Court of Appeals of the State of New York
Sep 1, 1863
28 N.Y. 545 (N.Y. 1863)


September Term, 1863

Geo. C. Greene and John T. Murray, for the appellants.

A.J. Parker, for the respondent.

1. The only objection made to the reading of the note and protest in evidence, (the $1000 note,) to wit, that it was the note of a firm by the name of "Orrin North," instead of an individual of that name, was properly overruled. The complaint described the note as made by Orrin North, and this was true, whether it was the firm or the individual.

2. The offer to prove other outstanding notes of the same amount as the one in suit, with the like maker and indorser, and place of payment as the one in suit, and maturing at various times between the months of February and August inclusive, was properly overruled for several reasons. (1.) The defendants had permitted the note in suit to be read without objection to the protest, and without a motion for a nonsuit, and without stating at any time in the progress of the suit that the object of the proof was to show that the notice of protest was too indefinite and might be applied to some one of the numerous notes thus offered to be proved. Nor was there any request to charge the jury as to the effect of the notice of protest, or any objection made thereto. (2.) If the question of the sufficiency of the notice of protest was sufficiently made at the trial, the offered evidence did not go far enough to raise a question on this subject. There was no offer or proof that any one of these various notes (other than the one in suit) was held by the plaintiff. There was no offer to show that any one of them matured at or about the time of the one in suit. And apparently such was not the fact. There was no offer to show that any one of these various notes, (other than the one in suit,) was ever protested. None of them, therefore, could be confounded with the one in suit.
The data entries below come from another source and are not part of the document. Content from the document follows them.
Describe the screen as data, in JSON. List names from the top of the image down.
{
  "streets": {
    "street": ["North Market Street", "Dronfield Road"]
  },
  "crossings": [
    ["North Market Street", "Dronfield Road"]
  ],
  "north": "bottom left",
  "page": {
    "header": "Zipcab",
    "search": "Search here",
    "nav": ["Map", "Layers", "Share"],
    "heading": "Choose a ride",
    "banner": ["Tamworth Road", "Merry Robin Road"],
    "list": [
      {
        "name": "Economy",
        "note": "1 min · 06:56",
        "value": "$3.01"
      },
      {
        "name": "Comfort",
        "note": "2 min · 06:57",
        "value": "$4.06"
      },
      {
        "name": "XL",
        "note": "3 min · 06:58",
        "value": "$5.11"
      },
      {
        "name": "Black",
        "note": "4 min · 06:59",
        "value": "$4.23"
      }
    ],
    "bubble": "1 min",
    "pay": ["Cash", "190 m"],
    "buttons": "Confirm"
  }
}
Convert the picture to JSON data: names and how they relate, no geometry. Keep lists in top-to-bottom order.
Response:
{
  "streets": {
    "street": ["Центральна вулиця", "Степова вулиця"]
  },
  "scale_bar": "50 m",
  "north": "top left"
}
3. The notice of protest, though much more general than a cautious and prudent notary public should ever give, has been held sufficient within the adjudications of our courts. A similar notice was approved in Youngs v. Lee, (2 Kern. 552.) See also Cayuga Co. Bank v. Warden, (1 Comst. 413.)
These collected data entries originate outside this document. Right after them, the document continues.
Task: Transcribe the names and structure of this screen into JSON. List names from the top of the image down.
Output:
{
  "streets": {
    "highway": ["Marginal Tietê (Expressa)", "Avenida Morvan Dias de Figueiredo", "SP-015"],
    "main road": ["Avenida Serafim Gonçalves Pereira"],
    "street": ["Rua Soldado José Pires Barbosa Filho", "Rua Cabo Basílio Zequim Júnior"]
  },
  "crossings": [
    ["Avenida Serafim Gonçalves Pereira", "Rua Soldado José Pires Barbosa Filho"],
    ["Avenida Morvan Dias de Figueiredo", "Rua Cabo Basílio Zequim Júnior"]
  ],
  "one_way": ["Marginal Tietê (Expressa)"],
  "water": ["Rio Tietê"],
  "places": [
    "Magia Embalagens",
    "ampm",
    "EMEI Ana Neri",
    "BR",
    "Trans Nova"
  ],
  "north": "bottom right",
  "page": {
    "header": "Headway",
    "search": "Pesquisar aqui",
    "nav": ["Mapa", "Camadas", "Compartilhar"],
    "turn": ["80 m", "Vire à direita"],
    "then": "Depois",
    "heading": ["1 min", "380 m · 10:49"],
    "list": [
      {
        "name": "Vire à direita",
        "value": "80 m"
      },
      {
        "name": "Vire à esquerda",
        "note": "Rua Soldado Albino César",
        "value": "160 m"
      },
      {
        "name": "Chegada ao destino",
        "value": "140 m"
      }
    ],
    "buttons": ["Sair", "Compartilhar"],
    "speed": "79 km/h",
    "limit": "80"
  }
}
The case of Cook v. Litchfield, (5 Seld. 279,) is not in point to sustain this defense. In that case all the notes were held by a single party; and the notices of protest were alike except in date, and apparently referred to a day past, (without specifying it,) as the day when the notes matured.

This notice uses the present tense; saying the note "is protested," apparently referring to the day of the date of the notice as the day when the note was protested, and describes the amount of the note, and the name of the maker, and is addressed to the indorser. Couple this with the facts (which for the purposes of this case we must assume) that no other note of similar amount fell due on that day; that none of the other notes were held by the plaintiff; that none of them were in fact protested, and the inference is irresistible that the indorser could not have been misled.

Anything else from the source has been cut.